1859-1931

Nominated in: 1986
Nominated by: Lyman Smith
Smith, Robert Klock

Robert Klock Smith was born in Carp, Ontario 1859. When his father died, he, at age thirteen, moved to Aylmer, Quebec to work in his uncle’s lumber mill. He was bookkeeper and telegrapher, becoming fluent in the French language.

In 1882, he came to Winnipeg, on to Brandon, then to the Maskawata district, filing on a CPR quarter. He worked in the woods at Rainy River and Portage la Prairie to finance the building of a house. In 1889, he married Margaret Smith from the Ryerson district. They raised a family of five boys and two girls. In politics, RK was a Liberal. In 1903, he was one of thirteen farmers in the West selected by Immigration Minister, Clifford Sifton, to travel to Britain to encourage immigration. He returned to his farm where he lived out his life.

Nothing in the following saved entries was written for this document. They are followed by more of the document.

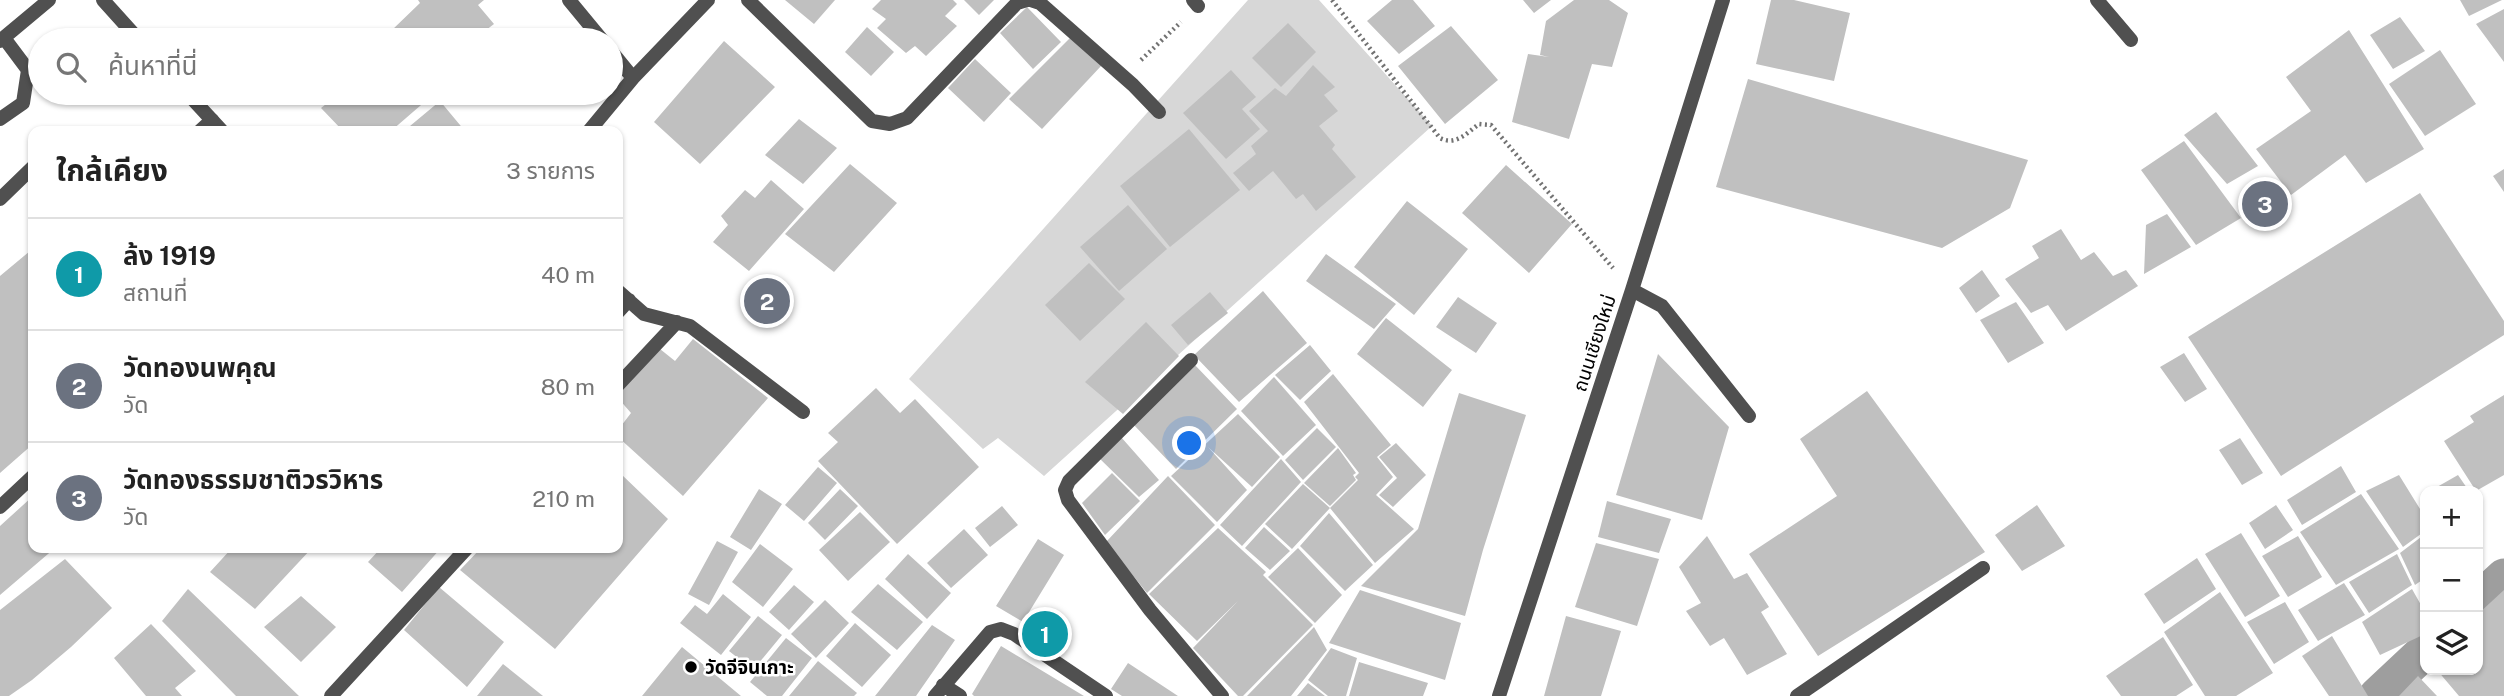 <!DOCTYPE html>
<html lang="th">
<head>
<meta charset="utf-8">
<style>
	body { margin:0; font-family:"Public Sans","Noto Sans Thai",sans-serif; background:#f2f2f2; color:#222 }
	.controls { position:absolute; right:21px; bottom:21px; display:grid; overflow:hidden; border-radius:14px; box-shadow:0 2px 5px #0004 }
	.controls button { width:63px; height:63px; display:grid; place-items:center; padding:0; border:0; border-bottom:2px solid #e0e0e0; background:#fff; color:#222; font:35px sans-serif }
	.you { position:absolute; left:1190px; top:444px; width:24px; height:24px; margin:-18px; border:5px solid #fff; border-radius:50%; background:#1a73e8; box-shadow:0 0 0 10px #1a73e833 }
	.badge { display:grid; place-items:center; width:46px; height:46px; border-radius:50%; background:#000; color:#fff; font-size:23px; font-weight:700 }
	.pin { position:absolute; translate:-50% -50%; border:4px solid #fff; box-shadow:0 2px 7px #0006 }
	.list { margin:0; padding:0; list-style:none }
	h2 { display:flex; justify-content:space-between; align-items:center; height:91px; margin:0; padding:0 28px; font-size:30px }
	h2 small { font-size:23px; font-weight:400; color:#767676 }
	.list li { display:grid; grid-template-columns:46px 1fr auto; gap:21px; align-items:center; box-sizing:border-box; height:112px; padding:0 28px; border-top:2px solid #e0e0e0 }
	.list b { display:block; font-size:26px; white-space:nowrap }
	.list p { margin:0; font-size:23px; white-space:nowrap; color:#767676 }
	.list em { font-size:23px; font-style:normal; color:#767676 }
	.icon { flex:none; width:38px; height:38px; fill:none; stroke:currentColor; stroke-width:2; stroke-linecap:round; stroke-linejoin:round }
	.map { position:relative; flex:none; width:2504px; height:696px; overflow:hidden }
	.search { position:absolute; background:#fff; box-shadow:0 2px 5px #0004; left:28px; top:28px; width:595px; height:77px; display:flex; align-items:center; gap:18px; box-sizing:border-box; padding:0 24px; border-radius:38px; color:#767676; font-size:26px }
	.panel { position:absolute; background:#fff; box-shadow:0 2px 5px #0004; left:28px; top:126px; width:595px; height:427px; border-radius:14px }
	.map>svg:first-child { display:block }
</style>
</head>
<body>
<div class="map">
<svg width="2504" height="696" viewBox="0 0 2504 696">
	<rect width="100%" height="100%" fill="#fff"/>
	<path fill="#d7d7d7" d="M1248,0H1319L1432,126L1044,476L998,438L983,449L909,379Z"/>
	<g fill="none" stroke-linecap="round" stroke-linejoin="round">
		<path stroke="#9e9e9e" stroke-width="37" d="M2478,601L2504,577
			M2377,696L2425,651"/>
	</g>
	<path fill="#c0c0c0" d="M418,0H484L478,5L494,24L473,40H456L448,32L438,40H403L392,30L420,3Z
		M785,0H835L814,24Z
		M881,0H953L957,4L945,16L957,26L926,56L915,46L906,53L877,28L886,19L872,9Z
		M964,0H994L979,15Z
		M1392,0H1413L1435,26L1399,54L1367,21Z
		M1523,0H1551L1534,13Z
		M1574,0H1609L1628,13L1612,67L1592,64L1569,139L1512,122L1528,54L1549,57L1540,55L1546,21Z
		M1771,0H1794L1850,13L1834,81L1756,64Z
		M2460,0H2502L2469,16Z
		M1027,7L1061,42L1033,69L1000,33Z
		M2504,9V62L2476,24Z
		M2400,17L2425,51L2393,69L2370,35Z
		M1288,23L1316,52L1281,87L1252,58Z
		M1451,26L1498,80L1445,124L1398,66Z
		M867,27L894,52L871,76L845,52Z
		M2349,30L2424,149L2366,183L2345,155L2291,195L2256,149L2311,111L2286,77Z
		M1070,38L1102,65L1042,129L1009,99Z
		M724,41L775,87L700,164L654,122Z
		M2440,50L2476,104L2425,136L2389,84Z
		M975,59L1011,93L984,122L948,88Z
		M1313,65L1335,87L1324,95L1338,111L1319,126L1335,145L1332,149L1356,177L1316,211L1303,194L1296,199L1273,171L1249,191L1233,173L1256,154L1251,146L1268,131L1249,111L1275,88L1286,96Z
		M1231,70L1256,97L1242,109L1260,129L1226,159L1183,113Z
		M1748,79L2028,160L2010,208L1942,248L1716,187Z
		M340,93H423L428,99L391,131H343L321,108Z
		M440,101L465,131H404Z
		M2216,112L2258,166L2227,184L2184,135Z
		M799,119L837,148L803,184L765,155Z
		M1189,129L1240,190L1170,247L1120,186Z
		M2184,141L2241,218L2196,245L2141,170Z
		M850,164L897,203L834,272L785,234Z
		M1506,165L1572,224L1529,273L1462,213Z
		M2504,169V192L2493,176Z
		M771,180L804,209L749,271L713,242L728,225L721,216L745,190L755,198Z
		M2420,193L2504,321V335L2281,476L2188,337Z
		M1407,201L1468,249L1414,315L1354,267Z
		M1128,205L1167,249L1119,291L1080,247Z
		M2167,214L2191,247L2144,274L2146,225Z
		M2061,229L2081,260L2094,252L2113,276L2126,270L2138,286L2066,331L2048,305L2031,313L2005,279L2039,258L2032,246Z
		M30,251L33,255V444L0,473V276Z
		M1326,254L1396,304L1374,329L1306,281Z
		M1089,263L1125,299L1080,341L1045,305Z
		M1982,270L2000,296L1976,313L1959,288Z
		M1263,291L1307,343L1239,402L1194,355Z
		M1210,292L1228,313L1188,345L1171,325Z
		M1458,297L1497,323L1476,353L1436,327Z
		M2016,302L2044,343L2008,363L1980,320Z
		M1386,318L1452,370L1423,407L1357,354Z
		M1146,322L1179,356L1123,414L1085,382Z
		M693,339L768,398L683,496L618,437V430L631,413L618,398V385L655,345L675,361Z
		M1310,345L1331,371L1300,400L1275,375Z
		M2184,353L2207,389L2185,402L2160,367Z
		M1658,354L1729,427L1702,520L1616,495Z
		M1194,364L1237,409L1176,469L1133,424Z
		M1333,374L1391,445L1377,457L1393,477L1376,495L1414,529L1375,563L1330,508L1358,480L1355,477L1359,473L1304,402Z
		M1274,377L1316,425L1283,456L1241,411Z
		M876,388L900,413L915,399L979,467L897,544L818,461L838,442L828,433Z
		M1867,391L1985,552L1818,656L1749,554L1837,496L1800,439Z
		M1459,393L1526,415L1483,550L1465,616L1361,586L1418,529Z
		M2504,395V475L2476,491L2444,441L2474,422L2470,416Z
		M1238,414L1280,457L1252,487L1208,447L1247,490L1217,522L1171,476Z
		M1317,428L1336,447L1303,480L1285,460Z
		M1121,437L1159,480L1139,497L1098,457Z
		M2240,438L2263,473L2242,485L2219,450Z
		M1396,443L1426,475L1393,507L1379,495L1397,478L1379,457Z
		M1338,448L1356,473L1353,475L1356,480L1330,506L1304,483Z
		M1281,459L1301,482L1242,546L1220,525Z
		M2341,466L2356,492L2302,525L2287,500Z
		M818,467L837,483L804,521L785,505Z
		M1112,473L1140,501L1105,535L1082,503Z
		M621,474L668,519L555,649L460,570L481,548H618V478Z
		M2399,475L2425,517V531L2403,547L2366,491Z
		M2458,475L2469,491H2430Z
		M1168,476L1215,525L1147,593L1106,542Z
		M1303,484L1330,508L1292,549L1265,524Z
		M759,489L782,504L751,550L730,537Z
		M840,489L858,506L825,540L808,523Z
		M2361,494L2399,549L2336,585L2300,532Z
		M33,496V548H55L0,595V526Z
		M1607,501L1671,519L1659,553L1598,537Z
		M2037,505L2065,546L2022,571L1995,535Z
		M2276,505L2293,530L2265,549L2249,523Z
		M1002,506L1018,525L990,547L975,528Z
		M860,512L890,542L848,581L819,550Z
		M1329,513L1373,565L1345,591L1300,546Z
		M1264,527L1290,551L1270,570L1245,548Z
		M1218,528L1266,572L1263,575L1313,625L1243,696H1238L1193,648L1238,601L1197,641L1149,594Z
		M964,529L988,555L951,588L927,563Z
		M2241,533L2280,596L2245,617L2205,554Z
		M2425,534V578L2415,585L2400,553Z
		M1707,536L1734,579L1747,573L1769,607L1761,612L1787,654L1747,675L1724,638L1710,646L1686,611L1701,603L1679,567Z
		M2298,536L2322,577L2288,597L2262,556Z
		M1038,539L1064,555L1023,622L996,606Z
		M717,541L738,552L709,605L688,594Z
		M1596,543L1659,559L1637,626L1575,607Z
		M760,544L793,569L763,607L732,582Z
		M232,548H312L255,609L210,572Z
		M381,548H441L402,592L368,562Z
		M1298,548L1342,595L1315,623L1268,577Z
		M908,554L951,593L927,619L885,579Z
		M2397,554L2412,585L2369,613L2349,582Z
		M2197,558L2216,589L2164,624L2144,594Z
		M65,559L112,608L71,647L32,680L9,696H0V610Z
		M2344,583L2365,615L2318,641L2298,610Z
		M878,584L923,622L897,650L851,612Z
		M794,585L814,602L789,630L769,612Z
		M439,587L504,642L467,687L404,630Z
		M188,589L299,696H236L162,621Z
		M2412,589L2425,612V634L2380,655L2362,622Z
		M1360,590L1461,623L1445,680L1329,643Z
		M2504,590V696H2459L2437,670H2478V614Z
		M2220,592L2273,673L2236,696H2205L2164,632Z
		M723,594L751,617L721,655L680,623L695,605L707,614Z
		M301,596L336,627L301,662L264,627Z
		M825,600L849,623L816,658L791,634Z
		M2285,602L2309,642L2274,664L2247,622Z
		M758,616L782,635L753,670L729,651Z
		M1566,616L1621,631L1601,696H1544Z
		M855,623L891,655L862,687L826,656Z
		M151,624L196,671L175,688L182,696H146L114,658Z
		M932,625L955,640L916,696H875Z
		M1314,627L1327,650L1291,696H1247Z
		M2332,636L2368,696H2329L2302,656Z
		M2163,637L2193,685L2176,696H2121L2106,676Z
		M786,638L812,658L782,696H767L750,682Z
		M1001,646L1084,696H974L972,694Z
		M682,647L741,696H642Z
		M1331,648L1357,658L1346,696H1328L1308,680Z
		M818,661L857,693L854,696H789Z
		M1359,662L1428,683L1423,696H1349Z
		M1128,663L1178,696H1122L1111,689Z
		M503,664L543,696H477Z
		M2418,676L2437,696H2399Z
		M1308,683L1325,696H1297Z"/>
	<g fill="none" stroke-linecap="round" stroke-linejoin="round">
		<path stroke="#727272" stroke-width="4.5" stroke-dasharray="2 3.5" stroke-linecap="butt" d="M1332,0L1440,138C1456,146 1467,133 1479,124L1491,125L1613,268
			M1141,60L1181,22"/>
		<path stroke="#505050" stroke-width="14" d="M103,0L139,40
			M569,0L602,40
			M748,0L872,121L890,124L907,118L1017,3L1027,0
			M1031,0L1040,3L1133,85L1159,112
			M1193,0L1198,6
			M2097,0L2131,40
			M0,41L49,0
			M611,51L633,78
			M187,93L222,131
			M0,119L23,103L28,70L4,38
			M589,131L633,78L708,0
			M0,199L33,167
			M618,291L644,314L690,326L803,412
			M618,312L629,300
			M618,385L677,322
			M0,507L33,476
			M331,696L467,548
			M1797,696L1983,568"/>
		<path stroke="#505050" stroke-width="14" d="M200,131L212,120
			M1632,290L1662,306L1749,416
			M1191,360L1069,481L1065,490L1068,500L1150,610L1222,696
			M943,685L960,696
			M935,696L990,632L1001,629L1014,634L1106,696
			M1499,696L1632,290L1723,0"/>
	</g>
	<circle fill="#000" stroke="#fff" stroke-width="2.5" cx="691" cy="667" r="7"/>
	<g text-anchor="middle" stroke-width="5" stroke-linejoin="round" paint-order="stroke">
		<g font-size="19" fill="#000" stroke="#fff">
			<text transform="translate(1594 343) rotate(-72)" y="7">ถนนเชียงใหม่</text>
		</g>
		<g font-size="19" font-weight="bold" fill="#000" stroke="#fff" text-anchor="start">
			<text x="705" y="674">วัดจีจินเกาะ</text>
		</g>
	</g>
</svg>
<div class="controls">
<button>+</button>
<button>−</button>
<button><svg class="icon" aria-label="layers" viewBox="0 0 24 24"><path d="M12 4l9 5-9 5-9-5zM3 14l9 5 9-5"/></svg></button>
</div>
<div class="you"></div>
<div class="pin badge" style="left:1045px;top:634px;background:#0f9aa8">1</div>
<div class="pin badge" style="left:767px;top:301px;background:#6b7280">2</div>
<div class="pin badge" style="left:2265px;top:204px;background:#6b7280">3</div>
<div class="search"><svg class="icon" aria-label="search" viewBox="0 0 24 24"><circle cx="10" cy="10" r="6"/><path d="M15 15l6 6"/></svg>ค้นหาที่นี่</div>
<section class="panel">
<h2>ใกล้เคียง<small>3 รายการ</small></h2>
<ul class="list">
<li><span class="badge" style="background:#0f9aa8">1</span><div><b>ล้ง 1919</b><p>สถานที่</p></div><em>40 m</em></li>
<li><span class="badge" style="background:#6b7280">2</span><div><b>วัดทองนพคุณ</b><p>วัด</p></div><em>80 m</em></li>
<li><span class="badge" style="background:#6b7280">3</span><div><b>วัดทองธรรมชาติวรวิหาร</b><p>วัด</p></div><em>210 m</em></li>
</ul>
</section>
</div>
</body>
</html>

Mr. Smith had one of the first horsepower driven threshing outfits, later acquiring two steam machines and went about the area from Souris to Harding, harvesting crops. He had the first gas engine in the district, also used for threshing. R.K. Smith was instrumental in forming the Oak Lake Agricultural Society and served as secretary for many years; was chairman of the local School Board; assisted in building Ryerson Methodist (United) Church. His well-kept diaries on weather, politics, and farm life run from the mid 1880’s to 1931.

Mr. Smith was known for his fairness in business dealings, a leader in the community. He was indeed, influential in the bettering of community life in the rural area.